Эти относящиеся к весне 1916 года реплики, соответственно, Цветаевой и Мандельштама были по памяти процитированы в позднейшем цветаевском письме к А. Бахраху. И в кратком союзе, и в стихотворном диалоге двух поэтов Цветаевой досталась роль «ведущей», а Мандельштаму - роль «ведомого». Ассоциации и мотивы из московских стихов Цветаевой, обращенных к Мандельштаму, варьировались и усложнялись в стихотворениях Мандельштама, обращенных к Цветаевой:

Из рук моих - нерукотворный град

Прими, мой странный, мой прекрасный брат.

По церковке - все сорок сороков,

И реющих над ними голубков.

И Спасские - с цветами - ворота,

Где шапка православного снята.

(Цветаева «Из рук моих - нерукотворный град...»)

На розвальнях, уложенных соломой,

Едва прикрытые рогожей роковой,

От Воробьевых гор до церковки знакомой

Мы ехали огромною Москвой.

А в Угличе играют дети в бабки

И пахнет хлеб, оставленный в печи.

По улицам меня везут без шапки,

И теплятся в часовне три свечи.

(Мандельштам «На розвальнях, уложенных соломой...»)

До июня 1916 года Мандельштам посещал Москву столь регулярно, что это дало повод М.Р. Сегаловой пошутить в письме к Сергию Каблукову (хлопотавшему о месте для поэта в одном из московских банков):

«Если он так часто ездит из Москвы в Петербург и обратно, то не возьмет ли он место и там и здесь? Или он уже служит на Николаевской железной дороге? Не человек, а самолет».

Между прочим, в Москве Мандельштам посетил перебравшегося туда Вячеслава Иванова, который «признал» (выражение Каблукова) новые мандельштамовские стихи. Сверхцеломудренного Каблукова настроения, овладевшие поэтом, глубоко расстроили.
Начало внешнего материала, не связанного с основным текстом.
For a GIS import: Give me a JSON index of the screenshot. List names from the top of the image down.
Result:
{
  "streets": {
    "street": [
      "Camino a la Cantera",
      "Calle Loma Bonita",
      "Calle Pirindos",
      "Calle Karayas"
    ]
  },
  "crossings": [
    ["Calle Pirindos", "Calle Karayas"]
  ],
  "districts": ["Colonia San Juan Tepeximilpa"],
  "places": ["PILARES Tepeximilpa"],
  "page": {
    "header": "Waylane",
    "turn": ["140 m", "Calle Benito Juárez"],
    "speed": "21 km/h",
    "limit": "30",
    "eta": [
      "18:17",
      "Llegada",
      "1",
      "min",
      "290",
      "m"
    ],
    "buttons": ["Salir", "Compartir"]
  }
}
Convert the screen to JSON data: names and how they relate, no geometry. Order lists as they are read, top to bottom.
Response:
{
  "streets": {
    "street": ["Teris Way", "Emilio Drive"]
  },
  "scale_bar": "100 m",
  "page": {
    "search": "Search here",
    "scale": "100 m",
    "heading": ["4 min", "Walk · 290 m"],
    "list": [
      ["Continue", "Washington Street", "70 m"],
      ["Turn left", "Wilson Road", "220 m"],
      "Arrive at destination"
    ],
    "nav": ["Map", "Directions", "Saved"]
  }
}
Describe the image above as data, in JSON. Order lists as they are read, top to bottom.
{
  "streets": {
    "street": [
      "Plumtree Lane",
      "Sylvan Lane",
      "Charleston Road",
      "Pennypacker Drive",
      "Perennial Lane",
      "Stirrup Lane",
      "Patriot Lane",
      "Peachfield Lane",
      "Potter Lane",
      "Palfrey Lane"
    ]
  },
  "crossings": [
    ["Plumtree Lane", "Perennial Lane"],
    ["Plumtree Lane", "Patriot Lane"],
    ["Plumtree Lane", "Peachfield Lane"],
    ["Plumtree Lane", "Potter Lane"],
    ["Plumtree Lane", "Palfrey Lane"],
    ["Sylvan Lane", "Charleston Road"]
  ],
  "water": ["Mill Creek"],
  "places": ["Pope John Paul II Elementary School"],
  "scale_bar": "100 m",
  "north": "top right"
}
«Какая-то женщина явно вошла в его жизнь, - записывает он в своем дневнике. Религия и эротика сочетаются в его душе какою-то связью, мне представляющейся кощунственной. Эту связь признал и он сам, говорил, что пол особенно опасен ему, как ушедшему из еврейства, что он сам знает, что находится на опасном пути, что положение его ужасно, но сил сойти с этого пути не имеет и даже не может заставить себя перестать сочинять стихи во время этого эротического безумия». Вряд ли Каблукову понравился «кощунственный» цветаевский подарок Мандельштаму - кольцо, «серебряное, с печатью - Адам и Ева под древом добра и зла» (описание из записной книжки самой поэтессы). В первых числах июня 1916 года Мандельштам приехал погостить к Цветаевой в подмосковный Александров. О развернувшихся здесь событиях поэтесса пятнадцать лет спустя «с материнским юмором» (собственная цветаевская автохарактеристика из письма к С. Андрониковой) поведала в мемуарном очерке «История одного посвящения»:

«Отъезд Мандельштама в Коктебель произошел неожиданно - если не для меня с моим четырехмесячным опытом - с февраля по июнь - мандельштамовских приездов и отъездов (наездов и бегств), то для него, с его детской тоской по дому, от которого всегда бежал».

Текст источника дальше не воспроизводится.